The great diamond swindle of California will probably go down in history as one of the most magnificent frauds of this or any other age. There are some facts about the matter which have not yet been given to the public. When the operators first started their “plant,” they went to New York, and endeavored to enlist capitalists in that city. A friend of mine was thrown into contact with them, and from him I learned the points. They wanted half a million dollars for their claim. He looked at the diamonds, which appeared to be genuine, and he was allowed to apply the usual test of rubbing with steel files and with emery. They stood the test, and he offered to put ten thousand dollars into the scheme. Another friend (a friend of my friend) came forward, and as he had some money to spare, he was allowed to investigate the business; the twain were prepared with more files and emery, and they rubbed more of the diamonds.
The test was going on satisfactorily, when my friend, whom I will call Sharpley, happened to lay hold of a stone that yielded to the hard substances against which it was brought. Sharpley tried another side of it, and again it yielded. He was handling a piece of common crystal, and not a diamond, and his eyes were beginning to open. He became inquisitive enough for a son of Paul Pry, and the result of his questioning was, that he didn’t put his money into the speculation. Straightway he sought his friend, and actually found him arranging to draw the check that would have made him a twenty thousand dollar stockholder in the great diamond mine of Arizona.
DISCOVERING A FRAUD.
Sharpley talked to him like a Dutch uncle, and with some difficulty induced him to withhold the money for the present. I say with difficulty, for Sharpley’s friend had become as enthusiastic over the diamonds as a damsel of sixteen over her first beau, and was determined to go in anyhow. He half suspected that Sharpley wanted to keep others out so that he could get more stock for himself, and subsequently, when the stock was all taken, he upbraided Sharpley for keeping him out. He does not upbraid much now, but, on the contrary, quite the reverse. When the exposure came out, he thought how his twenty thousand dollars had been saved, and remembered that Sharpley had been the cause of its salvation. He sent a basket of the best champagne to Sharpley’s office, and it was while drinking a glass of the beverage that its recipient told me of his diamond experience.
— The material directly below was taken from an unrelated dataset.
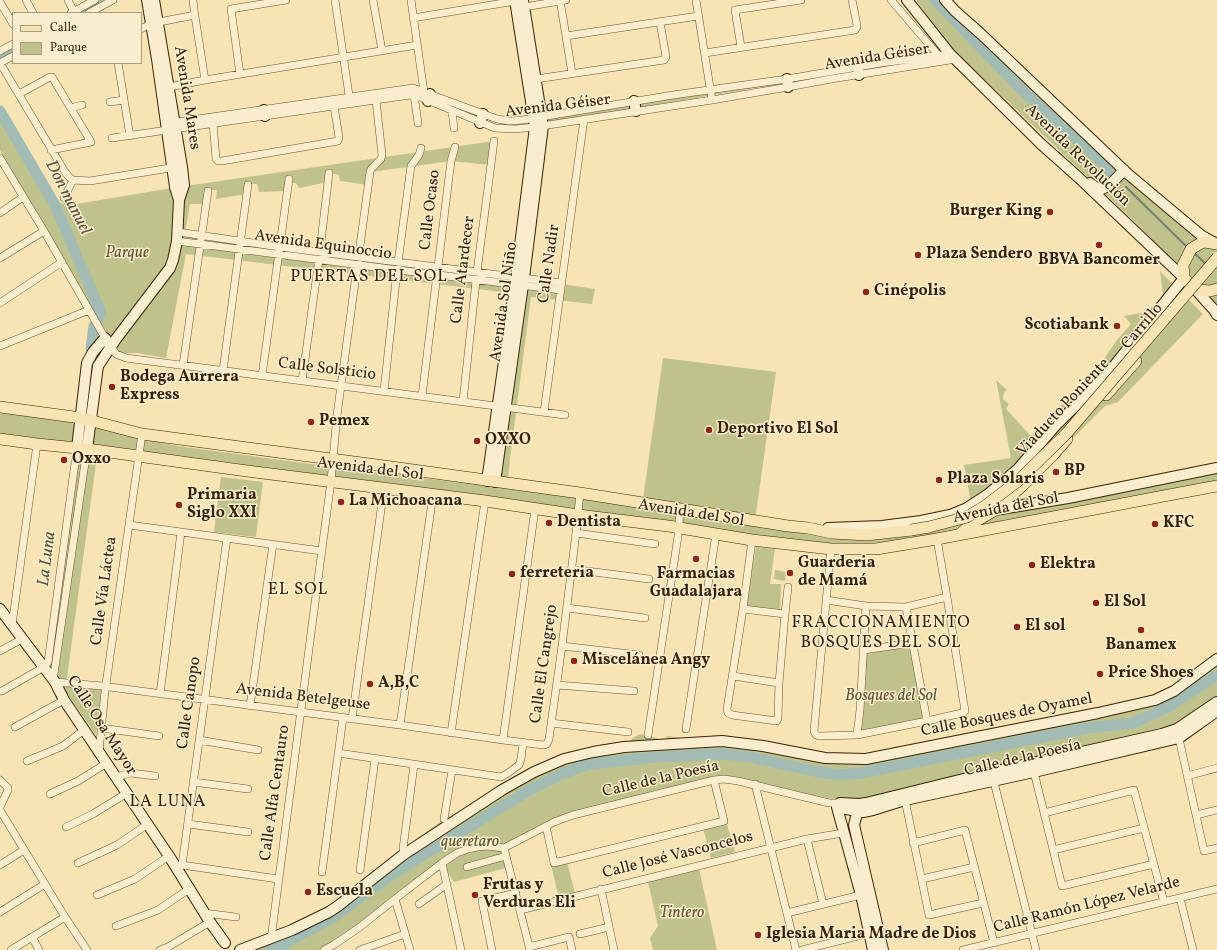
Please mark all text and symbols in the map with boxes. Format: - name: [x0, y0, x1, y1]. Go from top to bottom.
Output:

“It was one of the best laid plants I ever saw,” said Sharpley, “and if it had not been for stumbling on that piece of crystal, I might have been taken in. They tried to explain to me that the crystal got in there by accident; but as they had previously told me that every stone in the collection had been examined by an expert, I knew there was a lie somewhere. They had a few rubies, which they claimed were found in the same locality, or near them. I looked at them, and was allowed to take one of them to a jeweller, who pronounced it genuine. That night I overhauled my encyclopædia, and studied up the character of diamonds and rubies.
“I found that the diamond consists of crystallized carbon, while the ruby, sapphire, and all that class of gems, are crystallized alumina. Next morning I went to one of the best geologists in New York, whom I happened to know well, and asked him if crystals of carbon and alumina could be found in the same locality.